Because the characters and their issues don’t feel real, it’s impossible to feel the supposed instantaneous connection between Simone and Raymond. It’s also difficult to feel like Simone has undergone the changes the film tells us she has.

It’s refreshing to see a mostly Black cast of Londoners in a musical. And I do like that we can hear the London accents in the songs. However, everything else about the musical numbers is largely forgettable. The one I remember best is Gil’s soulful song “Been Too Long,” but even that one I mostly forget. It doesn’t help this film at all that I’ve recently been listening to the Kinky Boots soundtrack on repeat, which is both much more fun and emotionally resonant.

Honestly, without Michaela Coel in a leading role, this film would have gotten a much lower rating from me. She’s great, but this is kind of a mess.

Would my darling blog wife share a kebab with this one or use the closest sharp object to keep it at bay?
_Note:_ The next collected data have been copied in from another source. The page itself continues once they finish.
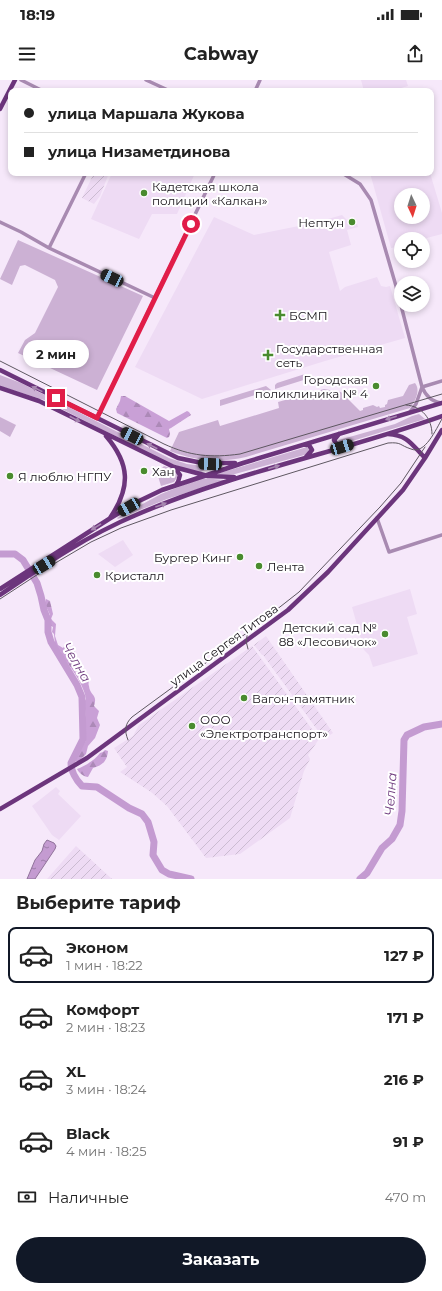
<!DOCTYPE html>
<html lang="ru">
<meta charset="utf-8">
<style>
:root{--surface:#fff;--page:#f2f2f2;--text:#222;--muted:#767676;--line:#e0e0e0;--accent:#111827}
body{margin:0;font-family:Montserrat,sans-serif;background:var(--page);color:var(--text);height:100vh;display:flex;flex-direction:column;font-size:15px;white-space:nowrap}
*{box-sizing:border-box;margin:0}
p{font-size:13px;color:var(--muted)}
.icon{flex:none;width:22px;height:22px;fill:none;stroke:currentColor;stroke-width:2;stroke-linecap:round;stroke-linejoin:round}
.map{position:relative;height:799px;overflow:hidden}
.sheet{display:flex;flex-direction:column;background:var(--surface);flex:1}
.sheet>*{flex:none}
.hud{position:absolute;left:8px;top:8px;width:426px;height:88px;border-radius:8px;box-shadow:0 2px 6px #0003;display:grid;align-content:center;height:88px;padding:0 16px;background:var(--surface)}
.needle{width:26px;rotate:176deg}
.buttons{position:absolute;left:394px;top:108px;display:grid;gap:8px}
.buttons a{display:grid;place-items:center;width:36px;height:36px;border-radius:50%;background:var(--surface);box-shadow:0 2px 6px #0003;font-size:20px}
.end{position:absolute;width:18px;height:18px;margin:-9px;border:5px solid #e11d48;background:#fff;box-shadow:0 0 0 2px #fff}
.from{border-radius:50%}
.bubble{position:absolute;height:28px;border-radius:14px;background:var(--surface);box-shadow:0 2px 6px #0003;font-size:13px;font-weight:700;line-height:28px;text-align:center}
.car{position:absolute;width:12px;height:24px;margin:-12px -6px;border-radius:5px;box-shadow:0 0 3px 1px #0007;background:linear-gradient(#222 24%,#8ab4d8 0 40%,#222 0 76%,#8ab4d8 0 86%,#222 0)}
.hud b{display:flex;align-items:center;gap:14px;height:38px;font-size:15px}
.hud b+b{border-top:1px solid var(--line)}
.hud i{width:10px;height:10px;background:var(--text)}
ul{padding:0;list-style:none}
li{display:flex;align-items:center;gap:12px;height:56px;margin:0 8px 6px;padding:0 8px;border:2px solid transparent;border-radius:8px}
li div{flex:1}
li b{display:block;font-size:15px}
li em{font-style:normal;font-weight:700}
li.on{border-color:var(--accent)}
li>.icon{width:36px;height:36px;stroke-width:1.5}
h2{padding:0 16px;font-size:18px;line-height:48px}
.pay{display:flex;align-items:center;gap:10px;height:44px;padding:0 16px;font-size:15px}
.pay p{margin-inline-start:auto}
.button{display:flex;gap:8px;margin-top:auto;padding:8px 16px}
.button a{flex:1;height:46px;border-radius:24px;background:var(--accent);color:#fff;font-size:16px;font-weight:700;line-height:46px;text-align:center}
.status{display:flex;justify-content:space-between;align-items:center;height:28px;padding:0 20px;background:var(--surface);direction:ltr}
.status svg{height:11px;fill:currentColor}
header{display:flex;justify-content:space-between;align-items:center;height:52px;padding:0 16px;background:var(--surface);font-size:18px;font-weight:700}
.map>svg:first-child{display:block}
.built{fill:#eedbf4;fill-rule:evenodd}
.industrial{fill:url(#industrial-furrows)}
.green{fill:#ccb1d4}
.forest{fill:url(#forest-firs)}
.water{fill:url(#water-ripples);stroke:#90729a}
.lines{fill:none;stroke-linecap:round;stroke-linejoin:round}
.river{stroke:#c49bd1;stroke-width:7}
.minor{stroke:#a88ab1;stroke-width:3.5}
.major{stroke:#6c357c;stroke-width:4.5}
.tram{stroke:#5e5761;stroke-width:1}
.oneway{fill:#a786b0}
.route{stroke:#e11d48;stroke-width:5}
.poi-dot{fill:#498b2e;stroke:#fff;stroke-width:1.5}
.labels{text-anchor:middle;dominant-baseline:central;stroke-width:4;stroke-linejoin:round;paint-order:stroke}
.poi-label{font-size:12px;fill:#171319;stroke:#fff;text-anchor:start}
.street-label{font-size:12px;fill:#171319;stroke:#fff}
.water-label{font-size:13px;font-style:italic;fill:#713e80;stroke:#fff}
</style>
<div class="status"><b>18:19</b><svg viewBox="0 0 49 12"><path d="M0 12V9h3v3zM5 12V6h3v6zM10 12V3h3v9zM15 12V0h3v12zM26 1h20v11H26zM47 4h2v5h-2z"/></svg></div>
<header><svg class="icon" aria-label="menu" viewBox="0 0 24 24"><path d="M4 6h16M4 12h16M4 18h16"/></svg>Cabway<svg class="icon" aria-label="share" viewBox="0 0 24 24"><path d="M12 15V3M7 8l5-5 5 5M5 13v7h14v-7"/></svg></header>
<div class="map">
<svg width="442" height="799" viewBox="0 0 442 799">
<defs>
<pattern id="industrial-furrows" width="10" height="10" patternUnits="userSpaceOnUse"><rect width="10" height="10" fill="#eedbf4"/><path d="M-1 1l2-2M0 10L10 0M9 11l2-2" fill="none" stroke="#cbbbd1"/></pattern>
<pattern id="forest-firs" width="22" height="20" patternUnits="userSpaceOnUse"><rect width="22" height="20" fill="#c9a0d6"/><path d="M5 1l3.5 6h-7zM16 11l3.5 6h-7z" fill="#ac89b7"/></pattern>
<pattern id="water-ripples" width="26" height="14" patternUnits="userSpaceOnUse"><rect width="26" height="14" fill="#c49bd1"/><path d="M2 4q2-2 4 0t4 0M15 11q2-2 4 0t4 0" fill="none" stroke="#9e7da9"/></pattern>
</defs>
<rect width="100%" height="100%" fill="#f6e8fa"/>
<path class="built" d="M361,0H406L408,6L391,11H364Z
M112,93H195L177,134H152L139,159L91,139Z
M370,93H430L442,133V154L423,159H401V166L391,168ZM401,115H423V137H401Z
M342,135L348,141L349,146L357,144L358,147L347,150L351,165L329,172L340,211L345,207L377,197L381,206L386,207L390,206L405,258L325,281L202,319L135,287L214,137L254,155L314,143Z
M123,460L133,475L115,487L98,474Z
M410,509L417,534L407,537L418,574L373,587L369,575L364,570L352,527Z
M56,707L60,711L58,714L81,736L59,760L52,755L32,726Z"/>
<path class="industrial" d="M94,93H109L100,116L94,124L82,118Z
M266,556L333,653L324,659L263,575H262L254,565Z
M252,566L319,659L308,675L310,679L304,691L290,738L240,774L206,778L167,726L151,712L120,692L127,687L114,668L133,656L139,645Z
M76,766L112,799H47Z"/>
<path class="green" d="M18,160L143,216L97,310L18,273L25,260L35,253L58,207L55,200L25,185L20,186L12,205L0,199Z
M305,294L308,295L310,298L275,309V305L277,303Z
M0,295L21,303L169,378L187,384L211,387L199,393L166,382L44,320L0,306Z
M415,303C421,310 415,322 410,328L246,377C220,383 195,381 170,371L179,352L218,340L220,346L279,328L278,322L324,309L341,312L360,331L363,330V328L373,325L377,327L379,326L380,328L385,327V325L387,324L388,320L403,316L409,305Z
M266,306L271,310L220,326V320Z
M419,334L425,339L339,365L337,362L339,360L395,344L412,336Z
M0,337L16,345L10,357L0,351Z
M307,367L309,369L308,374L235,394L213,395Z
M164,386L175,390L178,396L174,402L161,406L157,393Z
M201,398L226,400L167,419L118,439L117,438L161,414Z"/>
<path class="forest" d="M121,316H125L169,341L187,331L189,332L191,335L171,348L169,349L170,354L169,357L167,358L117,333L116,329L120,321Z
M46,519L50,521L53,534L51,539L56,544L55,556L58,565L63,568L65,565L75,569V577L81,584L82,590L89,599C89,602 88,604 89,606C90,616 98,614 94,626L99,631L97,638L100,645L95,658L88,666L86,674L78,682L75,681L76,678L86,660V636L84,622L86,619C84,605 71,587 62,576L61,572L57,568L55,564L54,554L52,552L53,547L50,545V535L45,524Z
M105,670L108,671C107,681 103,685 93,688L88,697C84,697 79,693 77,689C85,686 95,680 100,673L103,672Z"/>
<path class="water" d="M47,760L54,763L56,766L55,769L35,799H27L35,780L42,771L44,764Z"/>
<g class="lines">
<path class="river" d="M0,474H15L23,480L37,503L41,516L44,530L48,540V552L51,562L77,605L82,617L83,659L71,683C71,691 76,700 82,706L97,707L129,728L142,734L148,742L154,762L153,775L162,790L169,794L191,799
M360,799L367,793L382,768L392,759L400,745L402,731L404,660L407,655L424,647L442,644"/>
<path class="minor" d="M21,0L43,11
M146,0L170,11
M255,11L260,0
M342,93L360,104L371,120L396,206L422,307C426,316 431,321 441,323
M0,142L21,152L49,168L155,218
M49,168L86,93
M422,307L442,301
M409,333L416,324L422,307
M97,338L215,93
M377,438L389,472L442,455"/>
<path class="major" d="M0,29L15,0
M0,290L178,378L202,383H235
M0,308L39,321L174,387L208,396L234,397
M339,354L334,360L337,365L341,367
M388,354C408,355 412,365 425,378
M106,356C130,384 131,407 110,438
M306,365H309L312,370L306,377
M175,388L180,395L178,402L176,405
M0,509L109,439L139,421L162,410L243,383L442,323
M0,515C44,485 88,455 136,435C235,392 341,372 442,336
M0,729L87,678L288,530L328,492L403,410L425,378L442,350"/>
<path class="tram" d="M0,281L164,364C190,376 211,378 240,374L442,314
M406,325C422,326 432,339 432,354
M0,519L52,485L91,462L121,448L171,430L388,363C402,362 399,365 411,369C425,375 436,349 442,339
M248,569L246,561L248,552
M128,660C124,650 125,644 132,637L248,552L299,512L380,427L401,403L425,367"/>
</g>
<defs><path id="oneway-solid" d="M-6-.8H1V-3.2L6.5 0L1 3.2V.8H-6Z"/></defs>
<g class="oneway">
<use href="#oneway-solid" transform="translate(37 309) rotate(-154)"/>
<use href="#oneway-solid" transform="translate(391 338) rotate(163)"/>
<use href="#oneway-solid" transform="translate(75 339) rotate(27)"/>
<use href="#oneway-solid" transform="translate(152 366) rotate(-153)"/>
<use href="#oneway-solid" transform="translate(274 387) rotate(-16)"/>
<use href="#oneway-solid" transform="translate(161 425) rotate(-20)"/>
<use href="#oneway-solid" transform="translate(96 447) rotate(148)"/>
</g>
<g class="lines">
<path class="route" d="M56,318L97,338L191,144"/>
</g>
<g class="poi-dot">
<circle cx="144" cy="113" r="4"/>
<circle cx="352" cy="142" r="4"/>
<path d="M278 229h4v4h4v4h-4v4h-4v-4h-4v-4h4z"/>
<path d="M266 269h4v4h4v4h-4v4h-4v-4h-4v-4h4z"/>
<circle cx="376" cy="306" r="4"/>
<circle cx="144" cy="391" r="4"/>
<circle cx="10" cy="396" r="4"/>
<circle cx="240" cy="477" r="4"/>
<circle cx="259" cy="486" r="4"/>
<circle cx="97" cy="495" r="4"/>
<circle cx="385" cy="554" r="4"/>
<circle cx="244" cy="618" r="4"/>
<circle cx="192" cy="646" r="4"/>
</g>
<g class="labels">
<g class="poi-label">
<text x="152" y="106">Кадетская школа<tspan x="152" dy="14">полиции «Калкан»</tspan></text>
<text x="344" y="142" text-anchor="end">Нептун</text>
<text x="289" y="235">БСМП</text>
<text x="276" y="268">Государственная<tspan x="276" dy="14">сеть</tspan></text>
<text x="368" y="299" text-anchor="end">Городская<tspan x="368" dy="14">поликлиника № 4</tspan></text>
<text x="152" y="391">Хан</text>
<text x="18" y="396">Я люблю НГПУ</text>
<text x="232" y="477" text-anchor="end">Бургер Кинг</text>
<text x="267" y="486">Лента</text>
<text x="105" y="495">Кристалл</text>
<text x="377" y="547" text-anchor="end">Детский сад №<tspan x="377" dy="14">88 «Лесовичок»</tspan></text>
<text x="252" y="618">Вагон-памятник</text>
<text x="200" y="639">ООО<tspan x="200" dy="14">«Электротранспорт»</tspan></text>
</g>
<g class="street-label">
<text transform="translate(224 565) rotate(-36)">улица Сергея Титова</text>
</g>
<g class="water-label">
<text transform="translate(77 582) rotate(60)">Челна</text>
<text transform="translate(390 714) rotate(-86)">Челна</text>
</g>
</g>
</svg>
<div class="buttons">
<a><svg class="needle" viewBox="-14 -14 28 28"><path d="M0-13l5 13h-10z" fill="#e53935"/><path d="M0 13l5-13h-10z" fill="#767676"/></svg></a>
<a><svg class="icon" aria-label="locate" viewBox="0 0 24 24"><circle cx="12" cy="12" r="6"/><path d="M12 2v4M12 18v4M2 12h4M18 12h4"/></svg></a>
<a><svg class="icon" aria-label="layers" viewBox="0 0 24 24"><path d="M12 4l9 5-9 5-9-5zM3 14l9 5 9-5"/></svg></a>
</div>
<i class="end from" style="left:191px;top:144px"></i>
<i class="end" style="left:56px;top:318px"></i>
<div class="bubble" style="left:23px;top:260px;width:66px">2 мин</div>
<i class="car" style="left:112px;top:198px;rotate:295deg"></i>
<i class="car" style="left:132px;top:356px;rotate:297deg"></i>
<i class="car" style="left:342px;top:367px;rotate:73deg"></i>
<i class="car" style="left:210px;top:384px;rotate:272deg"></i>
<i class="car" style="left:129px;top:427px;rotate:240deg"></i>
<i class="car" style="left:44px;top:485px;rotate:59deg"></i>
<div class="hud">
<b><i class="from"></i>улица Маршала Жукова</b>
<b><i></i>улица Низаметдинова</b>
</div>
</div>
<section class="sheet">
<h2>Выберите тариф</h2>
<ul>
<li class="on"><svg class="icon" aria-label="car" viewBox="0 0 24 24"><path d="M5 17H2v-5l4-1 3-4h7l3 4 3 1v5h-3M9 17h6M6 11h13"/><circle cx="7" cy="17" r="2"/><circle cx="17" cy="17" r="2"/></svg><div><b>Эконом</b><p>1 мин · 18:22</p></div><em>127 ₽</em></li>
<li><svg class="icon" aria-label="car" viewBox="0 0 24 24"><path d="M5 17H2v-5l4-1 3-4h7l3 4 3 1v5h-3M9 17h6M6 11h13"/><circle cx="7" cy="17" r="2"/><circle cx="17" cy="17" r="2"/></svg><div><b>Комфорт</b><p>2 мин · 18:23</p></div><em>171 ₽</em></li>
<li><svg class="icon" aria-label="car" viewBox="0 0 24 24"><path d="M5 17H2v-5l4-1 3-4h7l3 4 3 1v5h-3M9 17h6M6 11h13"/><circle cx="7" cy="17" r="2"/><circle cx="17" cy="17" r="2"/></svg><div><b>XL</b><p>3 мин · 18:24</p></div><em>216 ₽</em></li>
<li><svg class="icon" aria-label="car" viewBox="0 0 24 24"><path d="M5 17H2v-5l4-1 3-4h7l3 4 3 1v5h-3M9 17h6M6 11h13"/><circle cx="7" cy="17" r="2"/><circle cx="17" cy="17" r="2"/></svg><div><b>Black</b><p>4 мин · 18:25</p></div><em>91 ₽</em></li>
</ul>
<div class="pay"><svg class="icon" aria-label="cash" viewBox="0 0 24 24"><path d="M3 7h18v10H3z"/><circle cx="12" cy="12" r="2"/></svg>Наличные<p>470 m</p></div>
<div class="button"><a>Заказать</a></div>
</section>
Read her review to find out!

3 thoughts on “Been So Long, or: I’ll Buy You a Kebab”

  1. Completely agree. I wasn’t even sure if Raymond had dated that girl or was just talking to her and that’s not on me, it’s on the frailty of the subplot. I read in another review somewhere that it would be utter madness to confront someone the way Yvonne does Gil outside that club, especially when he’s do clearly unstable and in need of professional help.

    And I also agree about the way his mental health is framed, is he the comedy character or do we need to take him a bit more seriously? When he finally confronts Raymond I was concerned about the way the tone was shifting but they just ended up cuddling. Bizarre.

    Michaela Coel though. And kebabs. And Camden forever xoxo

    Liked by 2 people

    1. Oooooooooh, yeah, the scene where Yvonne confronted Gil was so bizarre. I didn’t understand how we as the audience were supposed to read that–it didn’t really feel empowering since Gil was very obviously unwell. But I also didn’t totally sympathize with him since he was acting so damn creepy in most of his other scenes. Like so much of this film, I found myself asking what the point was.
      For real, if this film had just been Michaela Coel going for kebabs with various characters, I probably would have been way more into it.